Are flips somehow tracked independent of collected metrics and states?

Flipping events are correlated with metrics and states, however the difference is that the decision maker backend calculates states in real time when it is being called (either by the hybrid trackers or the health tracker every 5 minutes), tehrefore it will be more sensitive to realtime variations.

For instance and regarding the delay breach, the decision maker calculates the current difference between now and the current threshold.

In short, flipping events are created by the hybrid tracker or the healthtracker when the status coming from the decision maker does equal to the status in the KVstore (decision makers says it's red while the current state is green)

It seems in this case it gets hit because we are at the limit or just above the max delay treshold.

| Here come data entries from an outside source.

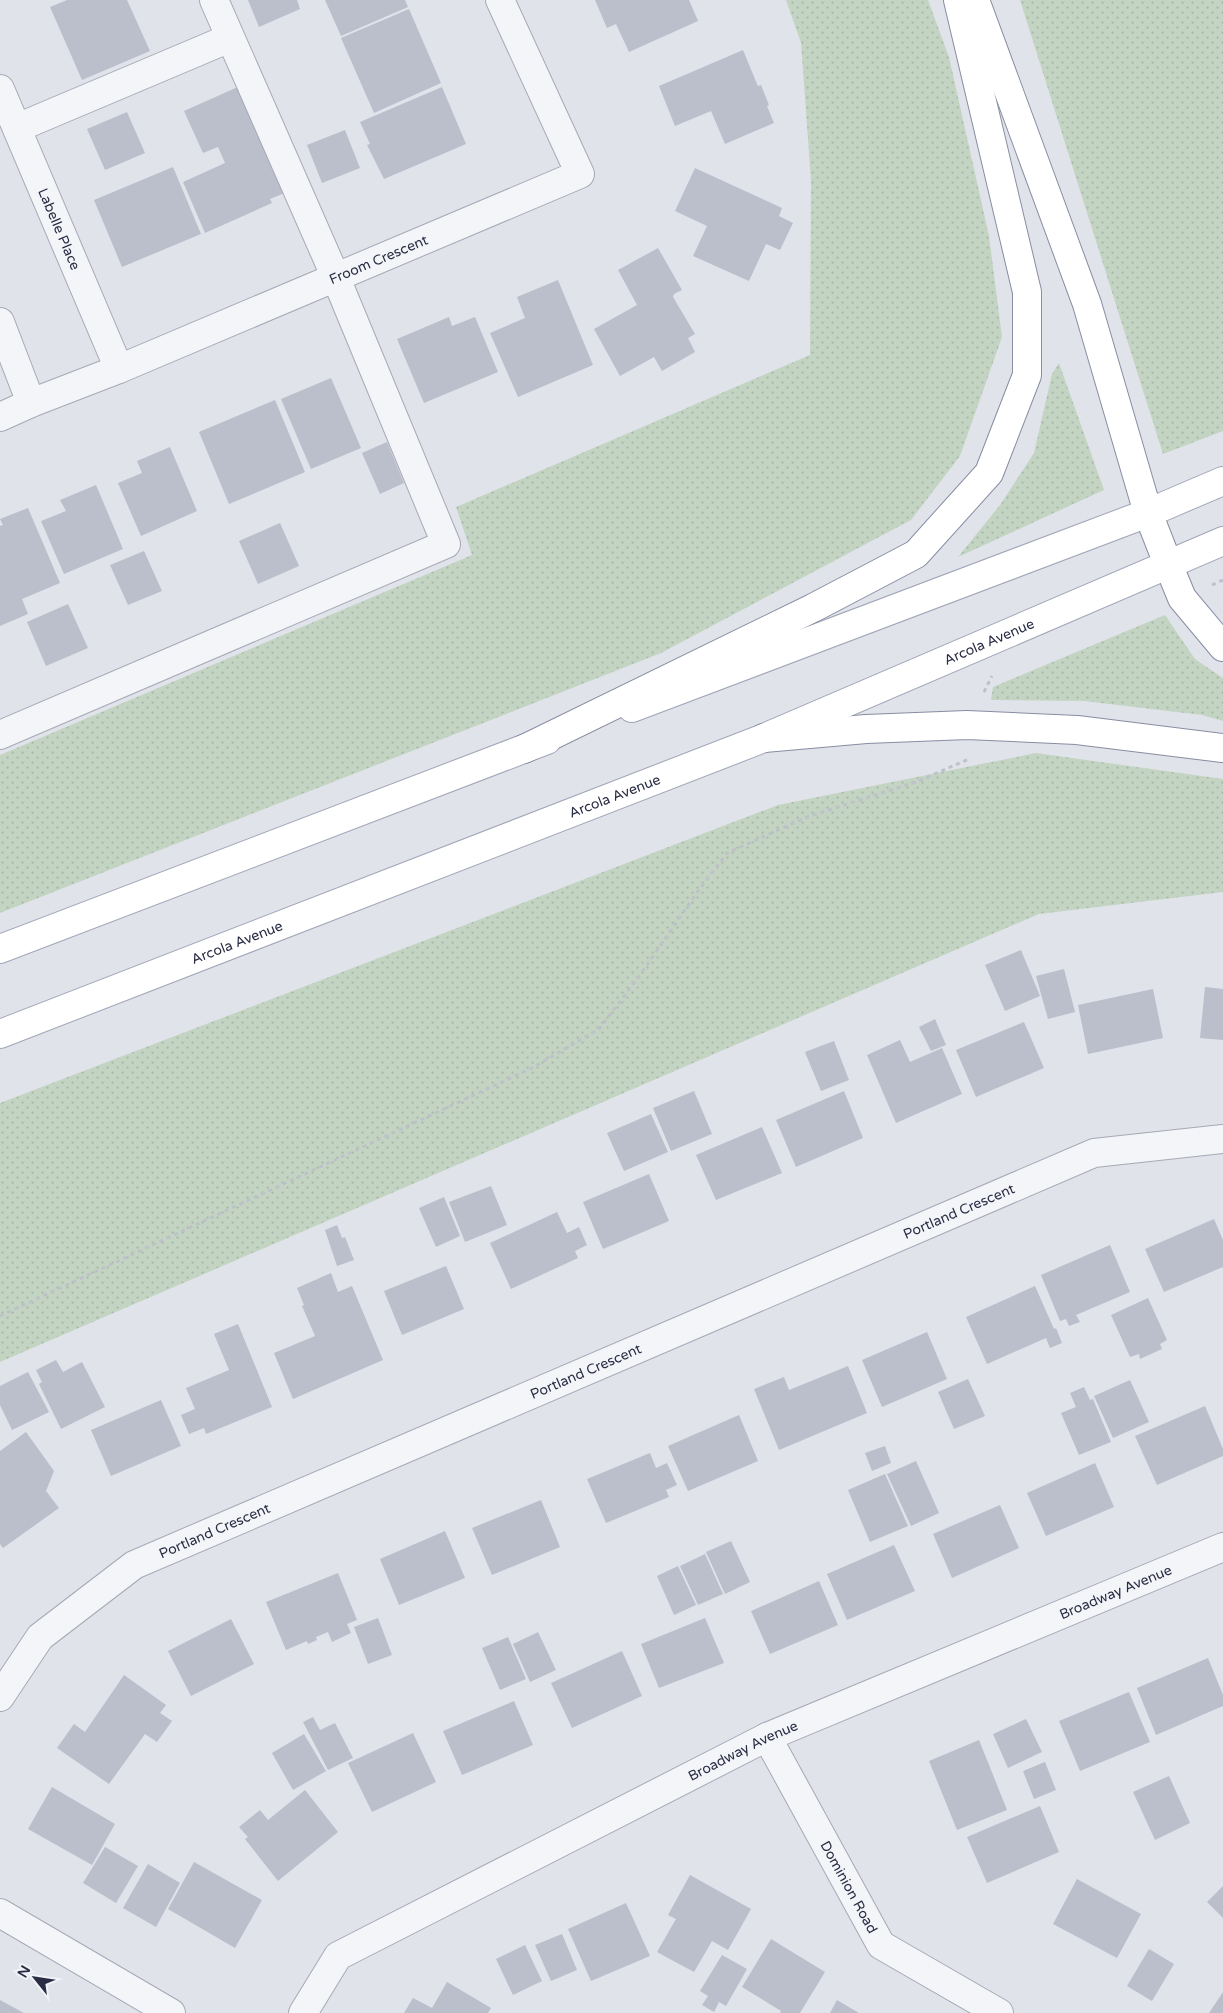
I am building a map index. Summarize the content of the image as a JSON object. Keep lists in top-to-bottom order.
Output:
{
  "streets": {
    "main road": ["Arcola Avenue"],
    "street": [
      "Labelle Place",
      "Froom Crescent",
      "Portland Crescent",
      "Broadway Avenue",
      "Dominion Road"
    ]
  },
  "crossings": [
    ["Labelle Place", "Froom Crescent"],
    ["Broadway Avenue", "Dominion Road"]
  ],
  "north": "top left"
}
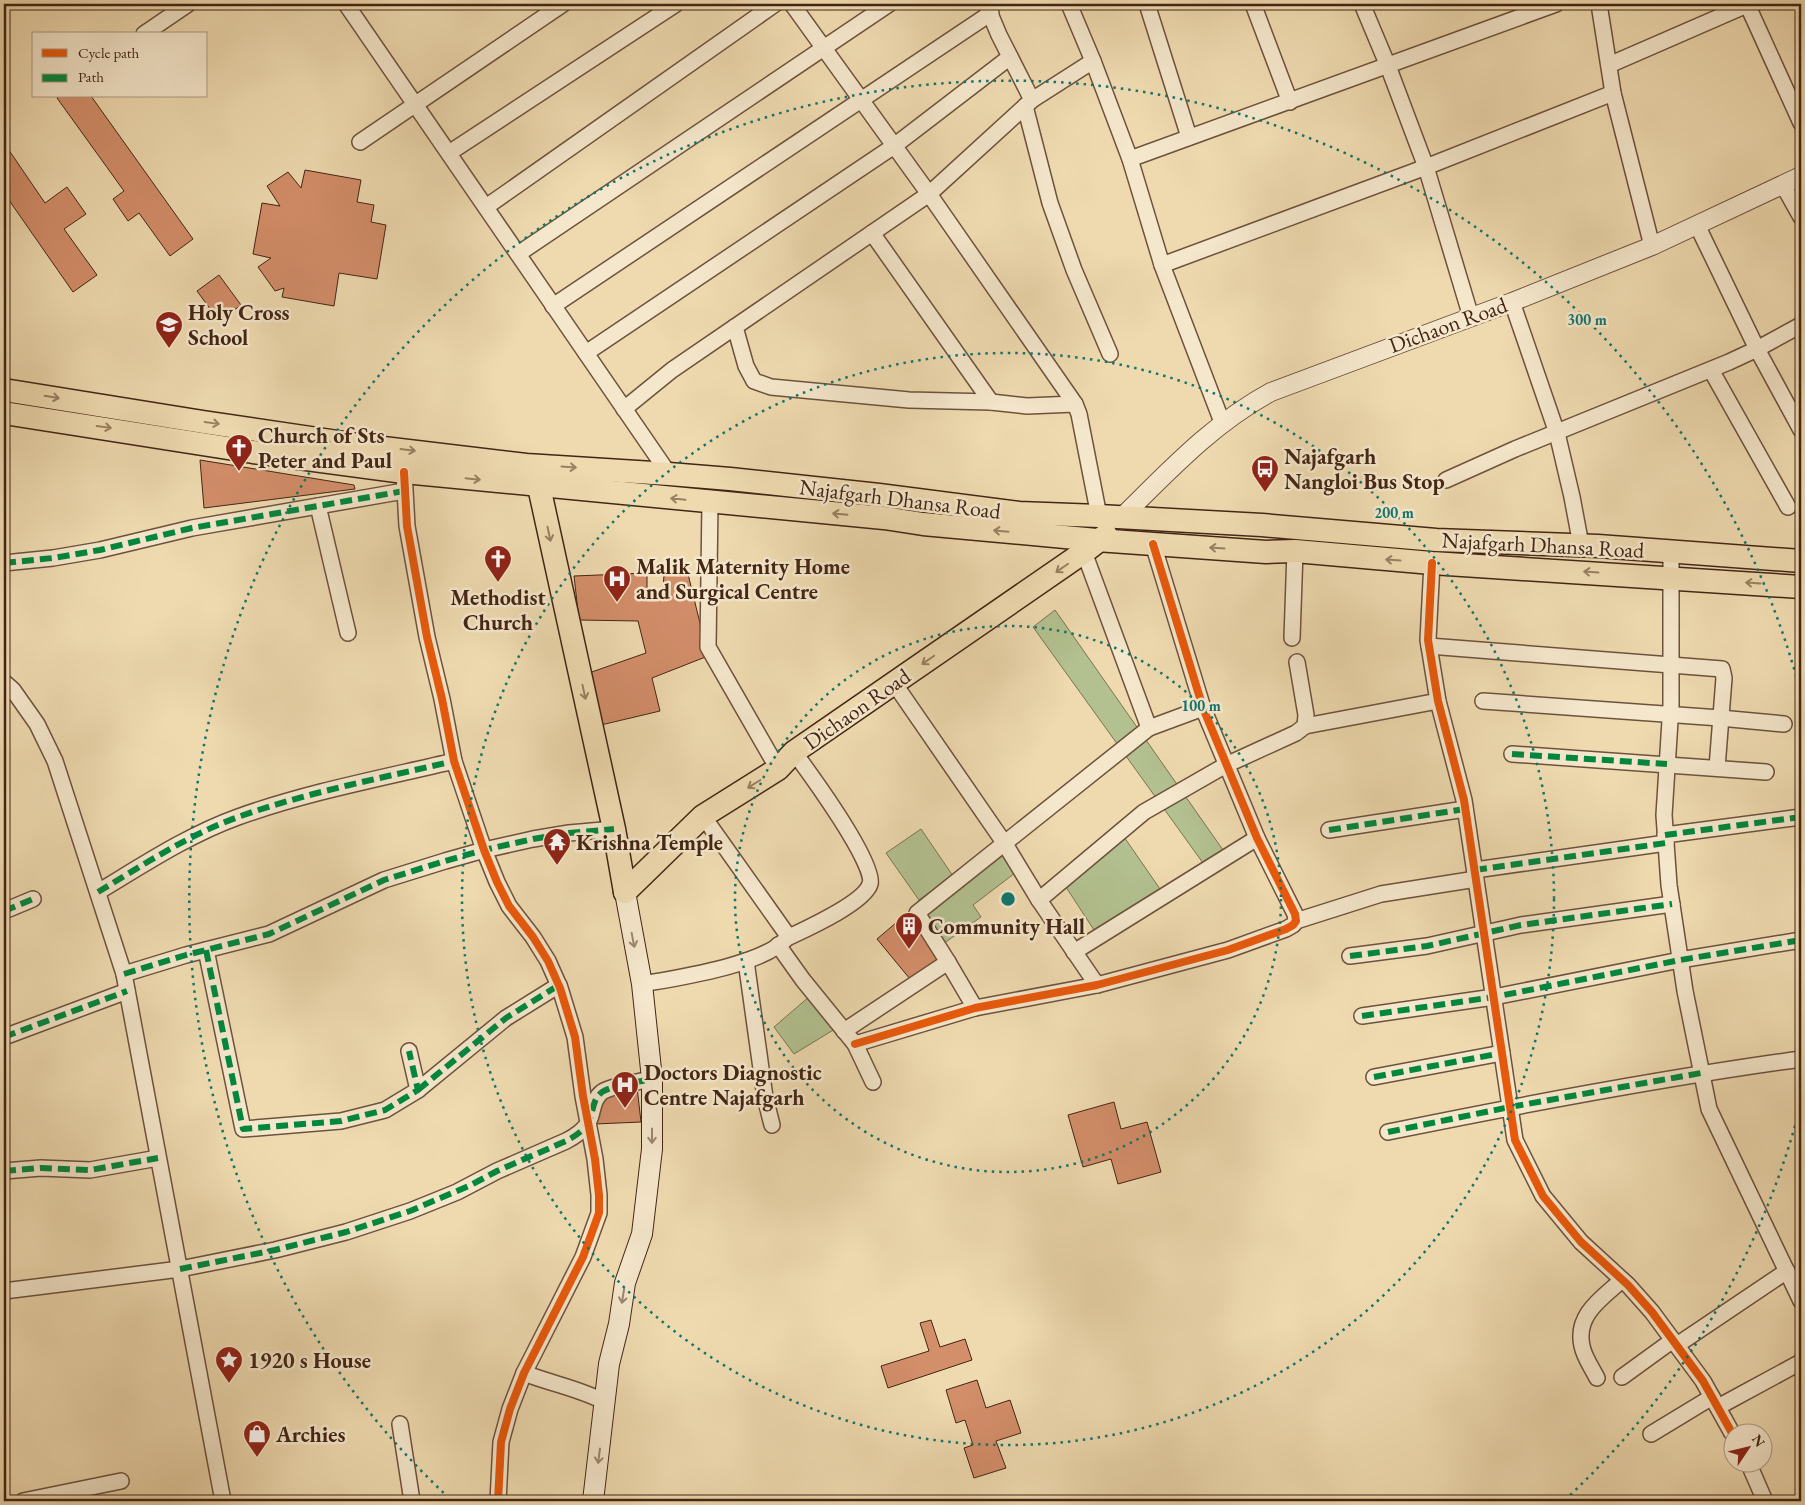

In release 2.0.97, I have noticed some inconsistency in the events we generate for flip and state and were we should generate the same convention:

https://github.com/trackme-limited/trackme-report-issues/issues/674 https://github.com/trackme-limited/trackme-report-issues/issues/675

Also I understand you are running 2.0.94, there definitvely were fixes and enhancements ported to the decision maker and other components which may be related, it would be easier that you get the environment upgraded so we can troubleshoot this more easily.

However, I am looking at what conditions could lead to generate too much flip events - althrough in both cases you have raised these remain linked to justified anomalous use cases.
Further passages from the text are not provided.